### Required action
Among the entries, find the lines with the string "bottom" and report them.

### Information
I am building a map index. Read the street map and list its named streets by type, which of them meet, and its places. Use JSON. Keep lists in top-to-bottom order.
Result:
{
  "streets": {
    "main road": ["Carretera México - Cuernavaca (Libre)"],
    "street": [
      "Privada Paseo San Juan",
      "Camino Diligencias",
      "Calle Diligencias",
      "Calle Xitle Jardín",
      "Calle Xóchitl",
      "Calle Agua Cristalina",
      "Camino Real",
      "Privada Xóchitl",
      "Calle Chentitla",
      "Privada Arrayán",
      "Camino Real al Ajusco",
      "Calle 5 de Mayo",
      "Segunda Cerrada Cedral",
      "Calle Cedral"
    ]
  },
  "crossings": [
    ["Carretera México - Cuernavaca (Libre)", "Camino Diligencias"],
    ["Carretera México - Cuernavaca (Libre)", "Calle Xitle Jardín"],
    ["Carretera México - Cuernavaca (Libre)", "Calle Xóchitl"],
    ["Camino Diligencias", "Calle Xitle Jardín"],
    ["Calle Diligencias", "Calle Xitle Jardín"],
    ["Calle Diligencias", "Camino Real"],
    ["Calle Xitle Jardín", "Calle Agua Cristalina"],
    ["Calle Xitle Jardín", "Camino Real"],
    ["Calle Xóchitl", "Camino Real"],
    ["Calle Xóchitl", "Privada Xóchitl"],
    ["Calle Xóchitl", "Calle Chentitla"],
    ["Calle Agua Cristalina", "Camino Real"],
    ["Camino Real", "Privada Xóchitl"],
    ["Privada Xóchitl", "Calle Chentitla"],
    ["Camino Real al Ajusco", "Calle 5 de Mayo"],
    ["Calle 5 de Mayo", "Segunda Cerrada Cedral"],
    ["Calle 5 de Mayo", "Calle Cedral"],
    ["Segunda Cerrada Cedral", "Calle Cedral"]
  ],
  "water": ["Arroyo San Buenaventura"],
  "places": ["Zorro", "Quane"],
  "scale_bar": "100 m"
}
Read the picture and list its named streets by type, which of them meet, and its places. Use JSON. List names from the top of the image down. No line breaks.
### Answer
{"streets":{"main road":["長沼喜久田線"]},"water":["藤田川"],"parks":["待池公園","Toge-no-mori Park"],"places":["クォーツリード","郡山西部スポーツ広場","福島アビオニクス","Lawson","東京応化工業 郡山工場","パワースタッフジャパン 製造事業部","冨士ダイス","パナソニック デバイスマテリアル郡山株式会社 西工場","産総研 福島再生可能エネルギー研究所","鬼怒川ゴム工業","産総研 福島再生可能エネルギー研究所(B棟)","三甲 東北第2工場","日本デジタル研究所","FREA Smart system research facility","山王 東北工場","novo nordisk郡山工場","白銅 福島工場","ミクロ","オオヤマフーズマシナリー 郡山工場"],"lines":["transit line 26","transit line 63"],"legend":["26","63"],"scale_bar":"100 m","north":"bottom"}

### Answer box
I am building a map index. Read the street map and list its named streets by type, which of them meet, and its places. Use JSON. Keep lists in top-to-bottom order.
{"streets":{"main road":["長沼喜久田線"]},"water":["藤田川"],"parks":["待池公園","Toge-no-mori Park"],"places":["クォーツリード","郡山西部スポーツ広場","福島アビオニクス","Lawson","東京応化工業 郡山工場","パワースタッフジャパン 製造事業部","冨士ダイス","パナソニック デバイスマテリアル郡山株式会社 西工場","産総研 福島再生可能エネルギー研究所","鬼怒川ゴム工業","産総研 福島再生可能エネルギー研究所(B棟)","三甲 東北第2工場","日本デジタル研究所","FREA Smart system research facility","山王 東北工場","novo nordisk郡山工場","白銅 福島工場","ミクロ","オオヤマフーズマシナリー 郡山工場"],"lines":["transit line 26","transit line 63"],"legend":["26","63"],"scale_bar":"100 m","north":"bottom"}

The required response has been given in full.